**YOUR ASSIGNMENT**
All of the entries below are to be copied word for word.

**DATA SECTION**
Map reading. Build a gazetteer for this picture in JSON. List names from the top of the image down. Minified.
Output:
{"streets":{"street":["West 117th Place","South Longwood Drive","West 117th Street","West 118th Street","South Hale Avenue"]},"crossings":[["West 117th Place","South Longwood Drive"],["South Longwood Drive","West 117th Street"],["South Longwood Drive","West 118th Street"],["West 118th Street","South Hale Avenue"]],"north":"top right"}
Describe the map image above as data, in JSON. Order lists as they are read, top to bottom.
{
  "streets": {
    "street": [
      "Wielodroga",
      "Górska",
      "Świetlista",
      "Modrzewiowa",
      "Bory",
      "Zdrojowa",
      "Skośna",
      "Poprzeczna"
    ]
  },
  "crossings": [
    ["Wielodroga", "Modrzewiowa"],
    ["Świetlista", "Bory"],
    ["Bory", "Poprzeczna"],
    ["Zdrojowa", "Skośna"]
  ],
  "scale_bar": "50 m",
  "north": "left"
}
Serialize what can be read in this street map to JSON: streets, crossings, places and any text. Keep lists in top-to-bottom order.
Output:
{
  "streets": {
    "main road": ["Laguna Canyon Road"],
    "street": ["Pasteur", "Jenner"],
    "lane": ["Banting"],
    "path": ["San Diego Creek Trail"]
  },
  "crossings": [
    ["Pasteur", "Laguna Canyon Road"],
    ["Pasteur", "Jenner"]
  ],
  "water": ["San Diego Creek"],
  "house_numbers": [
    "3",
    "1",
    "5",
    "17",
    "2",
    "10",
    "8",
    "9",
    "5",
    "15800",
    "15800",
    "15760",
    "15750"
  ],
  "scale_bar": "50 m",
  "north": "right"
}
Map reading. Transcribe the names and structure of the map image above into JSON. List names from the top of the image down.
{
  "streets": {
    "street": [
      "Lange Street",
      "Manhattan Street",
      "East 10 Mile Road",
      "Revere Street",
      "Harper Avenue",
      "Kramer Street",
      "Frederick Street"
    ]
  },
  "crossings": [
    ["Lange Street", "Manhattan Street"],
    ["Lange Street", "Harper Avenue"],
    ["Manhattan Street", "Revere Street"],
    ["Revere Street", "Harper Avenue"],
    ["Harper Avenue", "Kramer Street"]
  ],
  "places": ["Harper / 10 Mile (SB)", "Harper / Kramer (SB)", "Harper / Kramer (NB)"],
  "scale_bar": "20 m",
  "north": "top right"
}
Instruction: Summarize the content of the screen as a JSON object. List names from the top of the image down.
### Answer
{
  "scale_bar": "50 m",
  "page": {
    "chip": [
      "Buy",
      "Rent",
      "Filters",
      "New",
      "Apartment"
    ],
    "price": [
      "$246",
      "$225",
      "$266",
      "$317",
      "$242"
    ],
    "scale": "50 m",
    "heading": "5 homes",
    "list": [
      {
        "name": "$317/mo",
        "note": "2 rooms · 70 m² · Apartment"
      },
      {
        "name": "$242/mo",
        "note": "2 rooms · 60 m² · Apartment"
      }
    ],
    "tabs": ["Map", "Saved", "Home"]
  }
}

**TASK OUTPUT**
Map reading. Build a gazetteer for this picture in JSON. List names from the top of the image down. Minified.
Output:
{"streets":{"street":["West 117th Place","South Longwood Drive","West 117th Street","West 118th Street","South Hale Avenue"]},"crossings":[["West 117th Place","South Longwood Drive"],["South Longwood Drive","West 117th Street"],["South Longwood Drive","West 118th Street"],["West 118th Street","South Hale Avenue"]],"north":"top right"}
Describe the map image above as data, in JSON. Order lists as they are read, top to bottom.
{
  "streets": {
    "street": [
      "Wielodroga",
      "Górska",
      "Świetlista",
      "Modrzewiowa",
      "Bory",
      "Zdrojowa",
      "Skośna",
      "Poprzeczna"
    ]
  },
  "crossings": [
    ["Wielodroga", "Modrzewiowa"],
    ["Świetlista", "Bory"],
    ["Bory", "Poprzeczna"],
    ["Zdrojowa", "Skośna"]
  ],
  "scale_bar": "50 m",
  "north": "left"
}
Serialize what can be read in this street map to JSON: streets, crossings, places and any text. Keep lists in top-to-bottom order.
Output:
{
  "streets": {
    "main road": ["Laguna Canyon Road"],
    "street": ["Pasteur", "Jenner"],
    "lane": ["Banting"],
    "path": ["San Diego Creek Trail"]
  },
  "crossings": [
    ["Pasteur", "Laguna Canyon Road"],
    ["Pasteur", "Jenner"]
  ],
  "water": ["San Diego Creek"],
  "house_numbers": [
    "3",
    "1",
    "5",
    "17",
    "2",
    "10",
    "8",
    "9",
    "5",
    "15800",
    "15800",
    "15760",
    "15750"
  ],
  "scale_bar": "50 m",
  "north": "right"
}
Map reading. Transcribe the names and structure of the map image above into JSON. List names from the top of the image down.
{
  "streets": {
    "street": [
      "Lange Street",
      "Manhattan Street",
      "East 10 Mile Road",
      "Revere Street",
      "Harper Avenue",
      "Kramer Street",
      "Frederick Street"
    ]
  },
  "crossings": [
    ["Lange Street", "Manhattan Street"],
    ["Lange Street", "Harper Avenue"],
    ["Manhattan Street", "Revere Street"],
    ["Revere Street", "Harper Avenue"],
    ["Harper Avenue", "Kramer Street"]
  ],
  "places": ["Harper / 10 Mile (SB)", "Harper / Kramer (SB)", "Harper / Kramer (NB)"],
  "scale_bar": "20 m",
  "north": "top right"
}
Instruction: Summarize the content of the screen as a JSON object. List names from the top of the image down.
### Answer
{
  "scale_bar": "50 m",
  "page": {
    "chip": [
      "Buy",
      "Rent",
      "Filters",
      "New",
      "Apartment"
    ],
    "price": [
      "$246",
      "$225",
      "$266",
      "$317",
      "$242"
    ],
    "scale": "50 m",
    "heading": "5 homes",
    "list": [
      {
        "name": "$317/mo",
        "note": "2 rooms · 70 m² · Apartment"
      },
      {
        "name": "$242/mo",
        "note": "2 rooms · 60 m² · Apartment"
      }
    ],
    "tabs": ["Map", "Saved", "Home"]
  }
}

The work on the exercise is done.